There is a blog that gives some background to Spiritum Duo here.


Spiritum Duo has been designed to simply, improve and speed up clinical pathways. There are many repetitive, mundane, error prone and slow tasks that clinicians, admin staff and patients are required to undertake to get a patient through their clinical pathway. Each task adds time to the whole pathway. By making incremental savings in time, but improving each step of the pathway, patients can receive faster care.

For those of you that are not familiar with the clinical pathways, what is being discussed is essentially the patient journey for a new disease that they have unfortunately acquired. For example, a patient finds that they are drinking more fluids and peeing more, they see their GP, they suspect diabetes, they undertake a blood test which confirms this, they start treatment, they find that the diabetes is difficult to treat and so they refer to secondary care. The secondary care clinician triages the referral, may organise further tests and then sees the pateint in clinic and then optimise their treatment. The patient may then attend the hospital every 4-12 months for review of their diabetes and complications associated with this disease.

Another example is a patient that finds that they have been more tired over the last 12 months. They see their GP, who finds that the patient has put on more weight, snores, and that their bedroom-partner has noticed that the patient stops breathing in their sleep. The GP refers the patient to the sleep service in secondary care. A secondary care clinician triages the patient, decides that the patient needs a sleep study, which is undertaken, reported, and the patient found to have obstructive sleep apnoea syndrome. The patient is seen in clinic, informed of their diagnosis and started on treatment. The patient is then followed up every 1-3 years.

As you can see from the two above examples, a typical clinical pathway consists of:

  • Patient has symptoms
  • Patient sees a clinician about these symptoms
  • Patient is referred
  • Triage
  • Investigations
  • Clinic appointments
  • Treatment
  • Follow up

When you start to look at different disease pathways through this generic “clinical pathway template” you can then look for what is different and what is the same between pathways. Where things are the same, improving these individual steps in one pathway can then improve the same steps in other pathways. So you speed up the retrieval of a referral from the national referral system eRS and triage, you speed this up for other pathways as well. You speed up the requesting of CT scans for lung cancer, you speed up CT requesting for surgery.

Where things are different between diseases, trusts or even individual clinicians, then you need some way to define this. This is where the pathway configuration file (PCF) is used. Where a pathway is different, for example on the types of investigations or treatments that are availble for a disease, then these are defined in the PCF. The exact contents and language used in the PCF is an ongoing project. Once defined and standardised, the PCF would be a universal way to define clinical pathways, and allow best practice and sharing of this knowledge.

The changes that need to be made to the individual steps do not necessarily need to be “smart” AI, automation or even digital. The changes are not “digital transformation”, they are “transformation with the aid of digital where appropriate”. Digital in itself is not the answer to the problem. It is the logical and detailed breakdown of the individual steps, assessing how they are undertaken, if they are required in a new optimised clinical pathway and how they can be improved upon. If automation and/or digital is able to help in improving these steps, then all the better.

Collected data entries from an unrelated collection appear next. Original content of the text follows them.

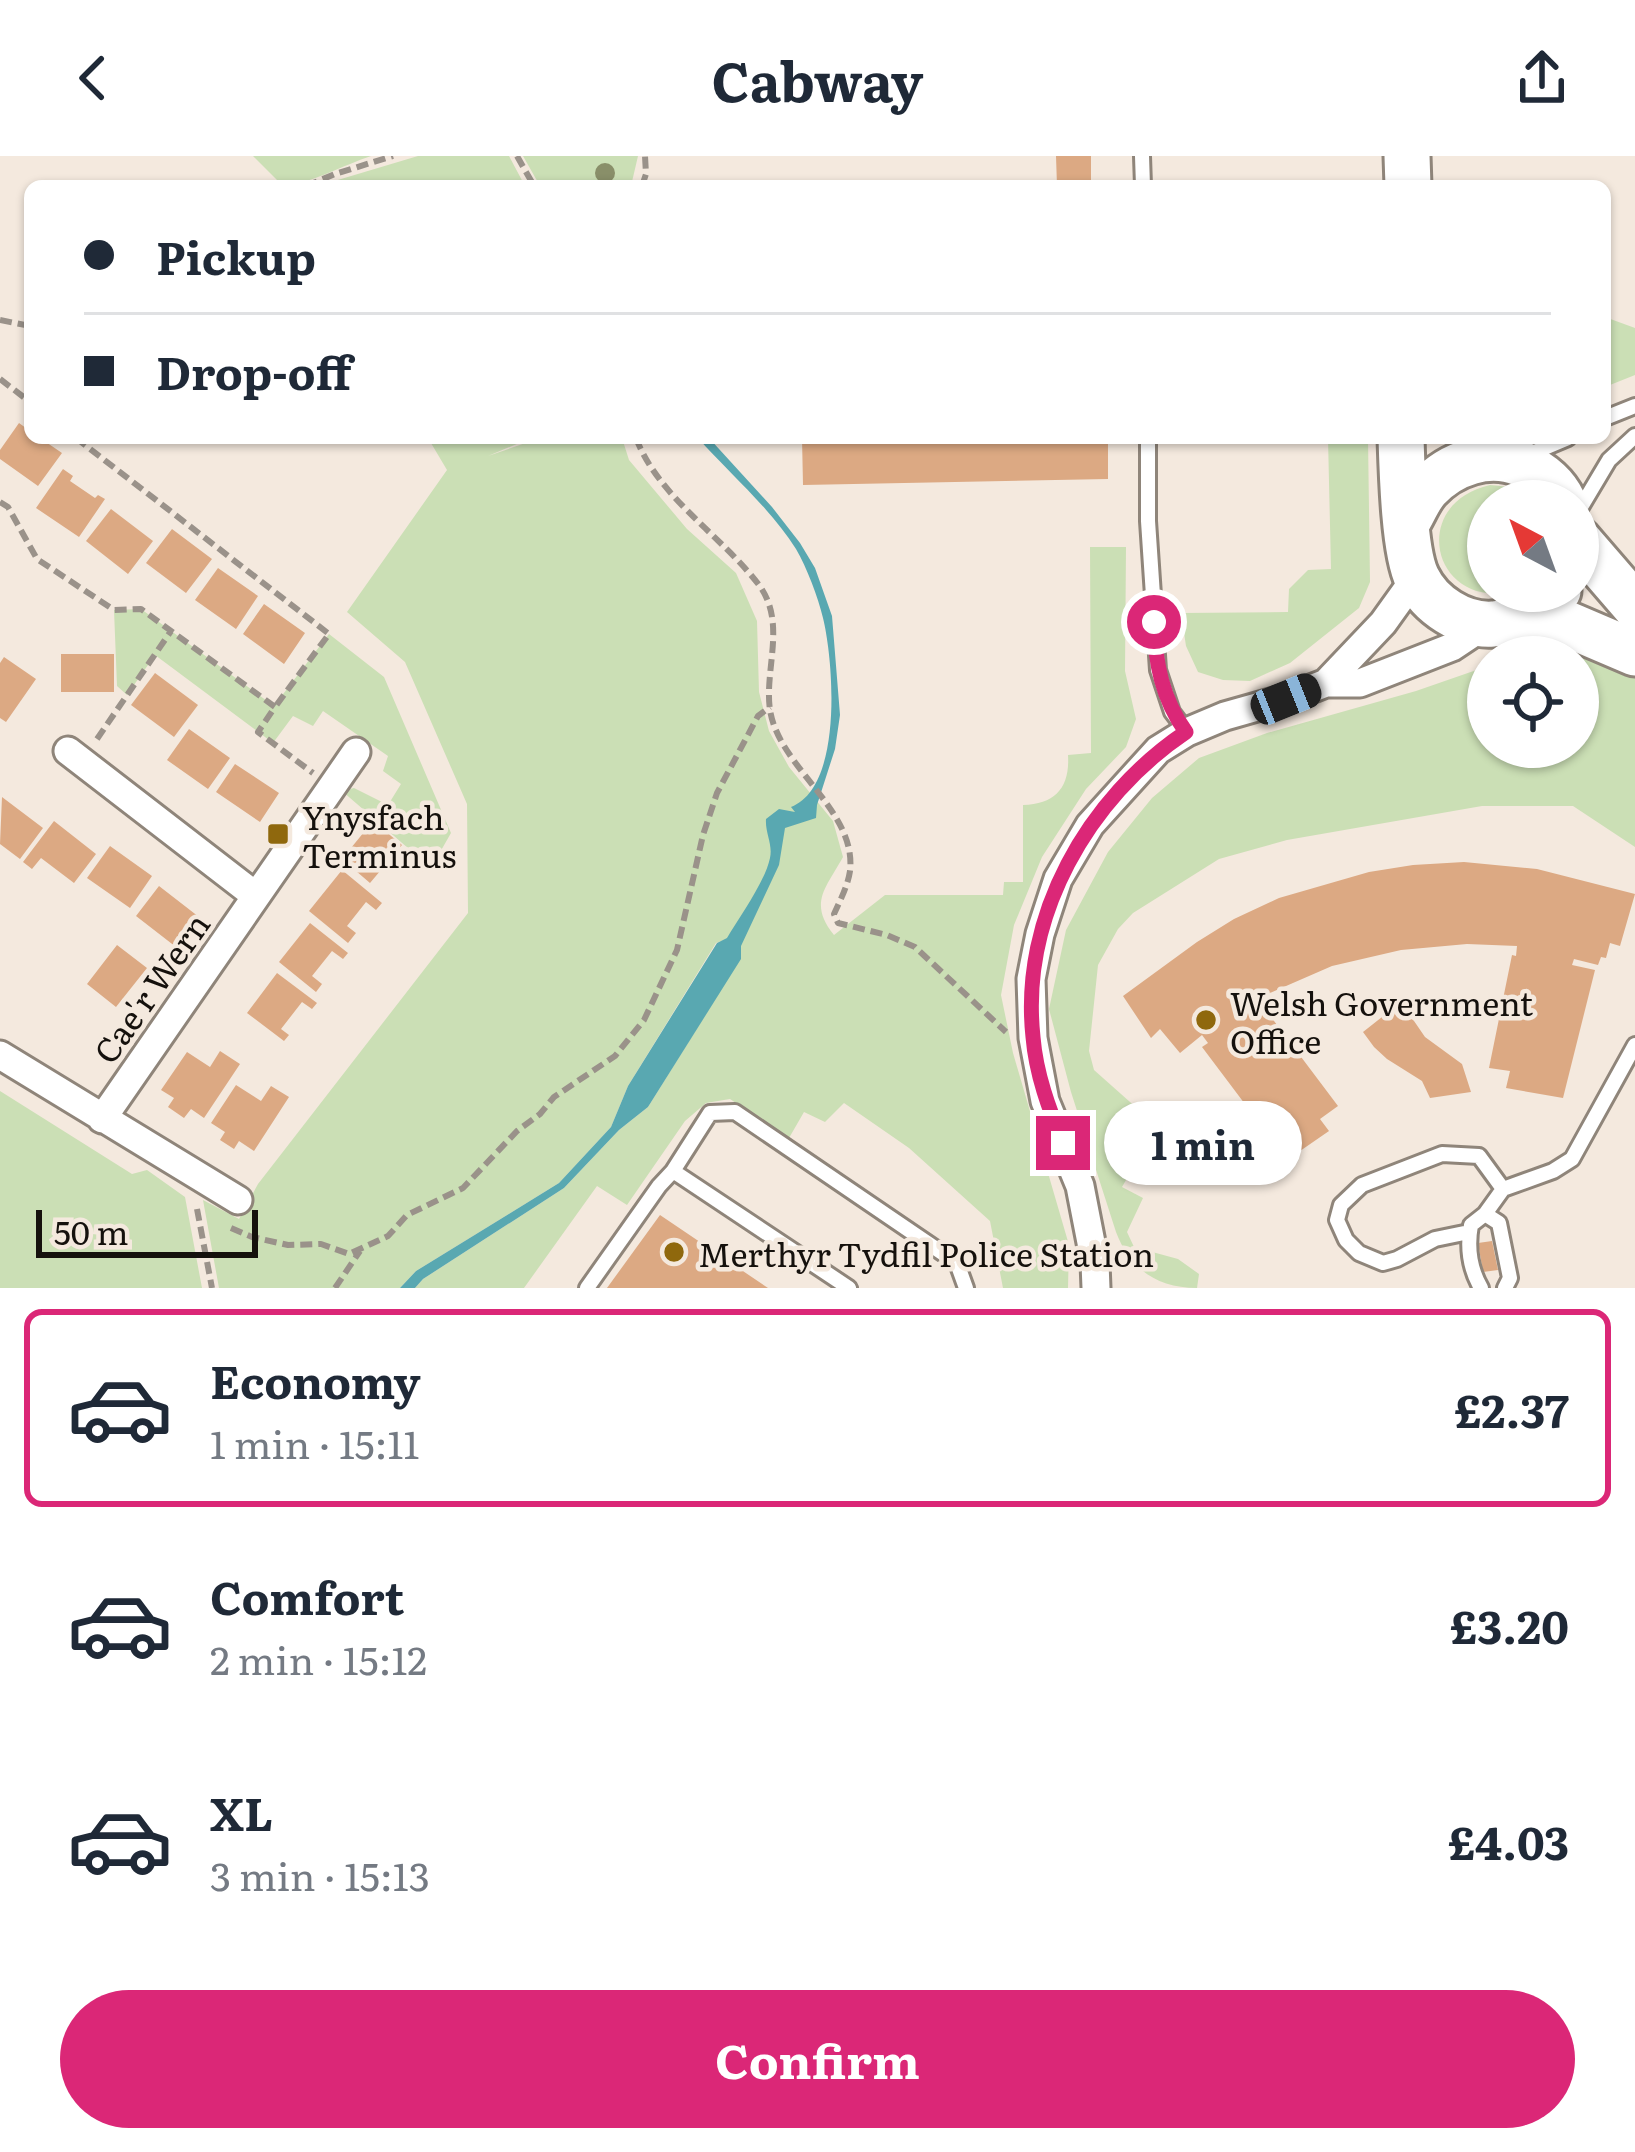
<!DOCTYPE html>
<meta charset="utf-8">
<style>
body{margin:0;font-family:Literata,serif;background:#f6f6f7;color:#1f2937;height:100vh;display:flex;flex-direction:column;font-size:45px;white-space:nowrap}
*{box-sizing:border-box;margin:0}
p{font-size:39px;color:#747a83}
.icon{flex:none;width:66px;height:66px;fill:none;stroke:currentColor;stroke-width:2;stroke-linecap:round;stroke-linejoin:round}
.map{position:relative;height:1132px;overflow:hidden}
.side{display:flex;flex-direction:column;background:#fff;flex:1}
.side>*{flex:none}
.top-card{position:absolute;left:24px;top:24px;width:1587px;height:264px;border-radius:18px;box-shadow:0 3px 9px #0004;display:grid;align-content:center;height:264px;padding:0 60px;background:#fff}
.needle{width:78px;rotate:319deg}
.controls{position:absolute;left:1467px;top:324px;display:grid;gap:24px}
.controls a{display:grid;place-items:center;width:132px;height:132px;border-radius:50%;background:#fff;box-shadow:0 3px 9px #0004;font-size:60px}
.scale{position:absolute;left:36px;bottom:30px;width:222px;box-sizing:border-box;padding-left:12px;border:6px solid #15110d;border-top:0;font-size:33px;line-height:42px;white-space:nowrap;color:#15110d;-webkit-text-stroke:9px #f4e9de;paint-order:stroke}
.end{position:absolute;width:54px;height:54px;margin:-27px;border:15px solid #db2777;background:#fff;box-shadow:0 0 0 6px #fff}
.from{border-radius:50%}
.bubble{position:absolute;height:84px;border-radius:42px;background:#fff;box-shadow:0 3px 9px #0004;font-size:39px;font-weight:700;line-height:84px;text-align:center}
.car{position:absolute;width:36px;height:72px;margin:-36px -18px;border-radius:15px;box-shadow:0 0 9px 3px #0007;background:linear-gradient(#222 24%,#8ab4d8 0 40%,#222 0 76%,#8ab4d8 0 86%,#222 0)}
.top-card b{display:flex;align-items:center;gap:42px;height:114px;font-size:45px}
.top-card b+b{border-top:3px solid #e0e1e3}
.top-card i{width:30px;height:30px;background:#1f2937}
ul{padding:21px 0 0;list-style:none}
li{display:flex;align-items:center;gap:36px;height:198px;margin:0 24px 18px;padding:0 36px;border:6px solid transparent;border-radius:18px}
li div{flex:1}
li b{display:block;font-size:45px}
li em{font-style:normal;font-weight:700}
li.current{border-color:#db2777}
li>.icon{width:108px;height:108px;stroke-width:1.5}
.primary-button{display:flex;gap:24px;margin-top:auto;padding:24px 60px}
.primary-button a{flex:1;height:138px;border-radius:72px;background:#db2777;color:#fff;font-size:48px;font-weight:700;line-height:138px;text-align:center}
header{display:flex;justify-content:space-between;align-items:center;height:156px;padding:0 60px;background:#fff;font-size:54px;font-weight:700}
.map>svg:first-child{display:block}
.green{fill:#cbdfb5}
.water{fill:#59a8b1}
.building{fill:#dca983}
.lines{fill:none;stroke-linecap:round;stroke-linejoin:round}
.lane-casing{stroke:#8f857a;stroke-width:20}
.street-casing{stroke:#8f857a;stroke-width:33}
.primary-casing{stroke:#8f857a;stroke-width:51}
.path{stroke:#9a928a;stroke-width:6;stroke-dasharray:12 6;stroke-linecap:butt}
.lane{stroke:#fff;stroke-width:14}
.street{stroke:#fff;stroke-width:27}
.primary{stroke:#fff;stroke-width:45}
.tree{fill:#898f69}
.route{stroke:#db2777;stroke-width:15}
.poi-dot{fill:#8f680d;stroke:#f4e9de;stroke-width:4.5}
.labels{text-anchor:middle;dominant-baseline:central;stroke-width:9;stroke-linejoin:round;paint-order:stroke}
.poi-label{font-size:33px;fill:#15110d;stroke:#f4e9de;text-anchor:start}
.street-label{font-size:33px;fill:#15110d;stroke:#f4e9de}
</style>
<header><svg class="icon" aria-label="back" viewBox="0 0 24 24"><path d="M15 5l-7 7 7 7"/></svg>Cabway<svg class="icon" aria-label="share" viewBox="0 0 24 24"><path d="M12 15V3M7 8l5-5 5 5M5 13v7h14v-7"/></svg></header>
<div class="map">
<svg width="1635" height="1132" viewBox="0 0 1635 1132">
<rect width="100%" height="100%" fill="#f4e9de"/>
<!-- green -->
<path class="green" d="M253 0H371C346 8 307 29 283 30Z
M418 0H509L525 30 321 29Z
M523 0H638L631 30H540Z
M1605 161 1635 172V219L1605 231Z
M428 282H531L488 300 540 282H622L629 304 687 373 736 417 757 465 759 536 769 575 789 611 833 665 843 701C826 732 808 747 834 779L885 739H1003L1004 726H1023V649C1056 648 1070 631 1068 599L1091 597 1090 391H1126L1125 515 1136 563 1126 591 1086 633 1042 701 1014 769 1001 839 1013 897 1069 1089 1068 1132H1003L990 1065 909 992 844 947 825 966 804 956 789 982 730 943 706 947 685 965 627 1049 597 1030 524 1132H415L423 1123 564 1032 619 974 648 951 740 803 727 783 716 787 628 930 611 971 559 1027 416 1115 400 1132H219L203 1044 239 1063 258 1028 468 757 467 648 405 506 347 456 447 314Z
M1328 282H1368L1370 426 1359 452 1290 507 1250 525 1223 524 1198 516 1186 490 1181 457 1288 456 1289 433 1308 414 1331 413Z
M1490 329C1507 330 1519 333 1531 345H1488V435H1514C1433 455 1407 348 1490 329Z
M141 453 274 550 329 478 384 521 451 677 431 712 342 635 354 632 388 649 401 628 383 615 388 600 323 555 313 570 293 560 273 587 155 499 127 539 117 530 114 454Z
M1596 497 1635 520V691L1573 650H1482L1287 684 1219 703 1133 757 1118 773 1098 809 1089 895 1094 914 1157 970 1122 1031 1143 1042 1127 1076 1134 1091 1178 1103 1199 1118 1197 1132C1157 1132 1130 1113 1116 1076L1071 936 1049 853 1066 774 1108 696 1152 642 1199 602 1267 577 1416 535 1488 510V591H1578V501H1515L1570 498 1592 504Z
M0 935 132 1018 147 1014 185 1041 202 1132H0Z"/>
<!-- water -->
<path class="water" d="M698 282H709L772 351 800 387 815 412 832 460 840 559 835 593 817 649 816 662 785 672 779 709 741 790V803L648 951 619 974 564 1032 423 1123 415 1132H400L416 1115 559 1027 611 971 628 930 717 787 727 782C740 760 765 726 770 702 773 688 765 677 766 663L779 653 795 656 791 651C843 631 834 507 823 462 818 441 807 412 796 393 771 353 730 318 698 282Z"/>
<!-- building -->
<path class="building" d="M1056 0H1091V30H1057Z
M19 267 30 275V282H40L62 297 38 330 0 303V294Z
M802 282H1108V323L803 329Z
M63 313 73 320 70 325 95 342 98 339 105 343 79 381 36 352Z
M111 353 153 385 128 418 86 385Z
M172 373 212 403 186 437 146 407Z
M218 412 258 440 236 473 195 444Z
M264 448 305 477 284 508 243 478Z
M61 498H114V536H61Z
M4 501 36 523 6 566 0 562V507Z
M155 517 198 549 174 581 131 549Z
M189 573 230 602 208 633 167 604Z
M235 608 279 637 260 666 216 636Z
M2 641 43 672 20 703 0 688Z
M54 665 96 698 74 727 41 702 32 713 23 706Z
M373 665 402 689 370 727 342 703Z
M110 690 152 720 130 752 87 722Z
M1464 706 1537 713 1635 738 1620 790 1610 787 1606 802 1601 801 1598 809 1574 803 1572 809 1595 814 1563 942 1506 932 1510 915 1489 912 1512 799 1516 800 1517 790 1467 788 1401 794 1332 810 1249 846 1255 854 1262 849 1338 950 1320 963 1329 975 1287 1004 1202 891 1208 887 1202 879 1180 897 1160 873 1151 882 1123 840 1197 786 1234 763 1279 742 1369 716 1413 709Z
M342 714 382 747 376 754 366 746 347 770 356 777 348 787 309 755Z
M159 730 199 761 176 791 136 760Z
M310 767 348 797 343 803 332 795 312 820 322 828 316 836 279 806Z
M117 789 147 812 116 851 87 828Z
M277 817 317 847 312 853 302 846 281 873 289 879 284 885 247 857Z
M1401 846 1425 881 1462 908 1471 936 1430 942 1422 925 1387 903 1374 891 1363 876Z
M220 895 240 908 204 962 191 953 184 962 168 951 174 942 161 934 187 896 210 911Z
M236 929 261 945 271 930 289 941 254 995 239 985 234 993 220 984 225 976 211 967Z
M660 1059 768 1132H607Z
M1492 1085 1498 1114 1483 1116 1478 1087Z"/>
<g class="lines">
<!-- lane casing -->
<g class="lane-casing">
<path id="lane" d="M1142 0 1143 30
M1605 262 1635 250
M1148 282V365L1158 514 1172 556 1187 576
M1530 298 1568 282
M1578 356 1609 304 1635 280
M1485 1058 1503 1033 1553 1015 1572 1003 1635 889
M1469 1076 1435 1083 1397 1103 1383 1107 1359 1097 1346 1084 1337 1064 1341 1049 1362 1029 1442 998 1479 1000 1503 1033
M587 1132 659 1030 673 1015
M849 1132 673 1015 710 957 735 956 957 1107 966 1132
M1481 1132C1470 1113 1467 1091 1471 1069L1485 1058 1499 1067 1510 1122 1505 1132"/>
</g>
<!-- street casing -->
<g class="street-casing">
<path id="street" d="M1326 527 1383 467 1416 421
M68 595 256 740
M0 899 238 1044
M102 963 356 596
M1096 1132 1095 1107 1080 1030 1045 945 1033 882 1031 823 1040 778 1058 723 1090 669 1158 594 1187 576 1225 560 1285 543 1326 527H1360L1452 491 1485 469"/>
</g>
<!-- primary casing -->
<g class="primary-casing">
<path id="primary" d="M1407 0 1408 30
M1401 282C1402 314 1404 396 1417 422 1430 449 1462 470 1493 468 1521 465 1540 456 1558 435
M1408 365C1414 355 1419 342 1427 333 1451 307 1489 294 1522 308 1539 316 1555 328 1563 345
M1578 384 1635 450
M1531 459 1567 468 1635 497"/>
</g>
<!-- path -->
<path class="path" d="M517 0 534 30
M306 30 335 18 393 0
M642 30 646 18 645 0
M0 164 30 170
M0 223 30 246
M76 282 329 478 275 551
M636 282C659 342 721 379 759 429 787 467 764 513 770 554 779 612 857 654 850 715 848 729 840 745 834 758L838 767 887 779 915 791 1006 876
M0 346 8 351 37 403 114 454 141 453 275 551 258 576 313 617
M97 583 171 475
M197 1053 212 1132
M231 1072 252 1081 288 1089 321 1088 349 1098 388 1080 407 1059 463 1032 517 975 540 958 554 941 615 900 644 864 677 794 703 679 717 637 758 560 770 551
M335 1132 360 1095"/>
<!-- lane -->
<use href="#lane" class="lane"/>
<!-- street -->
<use href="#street" class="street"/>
<!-- primary -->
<use href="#primary" class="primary"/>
</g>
<!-- trees -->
<circle class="tree" cx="605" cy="17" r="10"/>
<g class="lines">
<!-- route -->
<path class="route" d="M1063 987C1049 953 1036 918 1033 881 1020 760 1088 642 1186 576 1162 543 1155 506 1154 466"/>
</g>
<!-- markers -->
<g class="poi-dot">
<rect x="266" y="666" width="24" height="24" rx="6"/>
<circle cx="1206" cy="864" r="12"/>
<circle cx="674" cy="1096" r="12"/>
</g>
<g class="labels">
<!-- poi labels -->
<g class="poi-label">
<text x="302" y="659">Ynysfach<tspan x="302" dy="38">Terminus</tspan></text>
<text x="1230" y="845">Welsh Government<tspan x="1230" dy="38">Office</tspan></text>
<text x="698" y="1096">Merthyr Tydfil Police Station</text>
</g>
<!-- street labels -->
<g class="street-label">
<text transform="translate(150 831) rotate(-55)">Cae'r Wern</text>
</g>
</g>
</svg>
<div class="controls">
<a><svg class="needle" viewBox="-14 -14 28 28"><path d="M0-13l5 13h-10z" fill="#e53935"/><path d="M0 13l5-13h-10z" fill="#747a83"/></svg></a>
<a><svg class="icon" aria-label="locate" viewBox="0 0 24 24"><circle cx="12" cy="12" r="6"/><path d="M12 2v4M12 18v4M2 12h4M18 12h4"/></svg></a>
</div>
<div class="scale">50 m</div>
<i class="end from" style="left:1154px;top:466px"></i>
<i class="end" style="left:1063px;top:987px"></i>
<div class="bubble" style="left:1104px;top:945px;width:198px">1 min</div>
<i class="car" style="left:1286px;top:543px;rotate:68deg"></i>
<div class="top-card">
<b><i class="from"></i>Pickup</b>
<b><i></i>Drop-off</b>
</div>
</div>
<section class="side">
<ul>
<li class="current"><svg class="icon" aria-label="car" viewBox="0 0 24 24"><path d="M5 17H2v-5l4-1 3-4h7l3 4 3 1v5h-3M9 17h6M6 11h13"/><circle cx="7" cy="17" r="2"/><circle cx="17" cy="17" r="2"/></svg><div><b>Economy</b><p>1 min · 15:11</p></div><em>£2.37</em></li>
<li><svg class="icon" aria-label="car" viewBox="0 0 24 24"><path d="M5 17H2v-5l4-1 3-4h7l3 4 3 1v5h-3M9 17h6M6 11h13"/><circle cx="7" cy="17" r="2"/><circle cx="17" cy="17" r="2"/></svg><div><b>Comfort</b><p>2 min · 15:12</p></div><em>£3.20</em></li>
<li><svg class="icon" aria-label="car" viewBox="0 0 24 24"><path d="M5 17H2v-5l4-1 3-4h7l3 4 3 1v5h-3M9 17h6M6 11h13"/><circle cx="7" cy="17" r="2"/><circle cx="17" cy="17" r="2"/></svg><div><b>XL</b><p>3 min · 15:13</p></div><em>£4.03</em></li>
</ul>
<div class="primary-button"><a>Confirm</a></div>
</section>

So what could be automated and / or digitised. Well there is a list of potential improvement in any clinical pathway:

  • Put all functionality into one system, or at least only use systems that work harmoniously together.
  • Put all data into a single trust wide database. This creates your single source of truth.
  • Utilise the eRS (electronic referral system) APIs (application programming interface) and automatically upload to the trust digital systems instead of manually downloading from eRS and uploading to trust systems.
  • Put all of the end-user functionality into one user interface.
  • Digitise the triage step.
  • Automatically book patients into clinics and send out invites to patients. Currently this is done manually in many places.
  • Provide all of the necessary information that is needed at the triage step in one window, with no superflous information.
  • Put all of the possible referrals and investigations that can be ordered for a patient in a single window.
  • Send patient information videos to patients when they have an investigation requested that they know little about. This can help alleviate anxieties.
  • For protocol driven and low risk diseases, consider a patient video instead of clinics.
  • Allow patients to complete disease questionnaires in their own time on a dedicated platform.
  • For systems that provide read outs of usage, for example CPAP in obstructive sleep apnoea syndrome, connect the readout data to the single system that is managing their disease.
  • For national audit, or for DVLA and other external bodies, automate the transfer of data. Much of this is still very manual.

At the end of the day, we want to create a system that is holistic, looks at the patients pathway from A to B, from first symptom to treatment and follow up, rather than individual steps on the pathway that different clinicians, investigations or treatments may play in themselves. By appreciating that the patient’s pathway is a whole, you can then improve each step of the pathway to improve the patient’s experience, the clinicians workloads and workflows.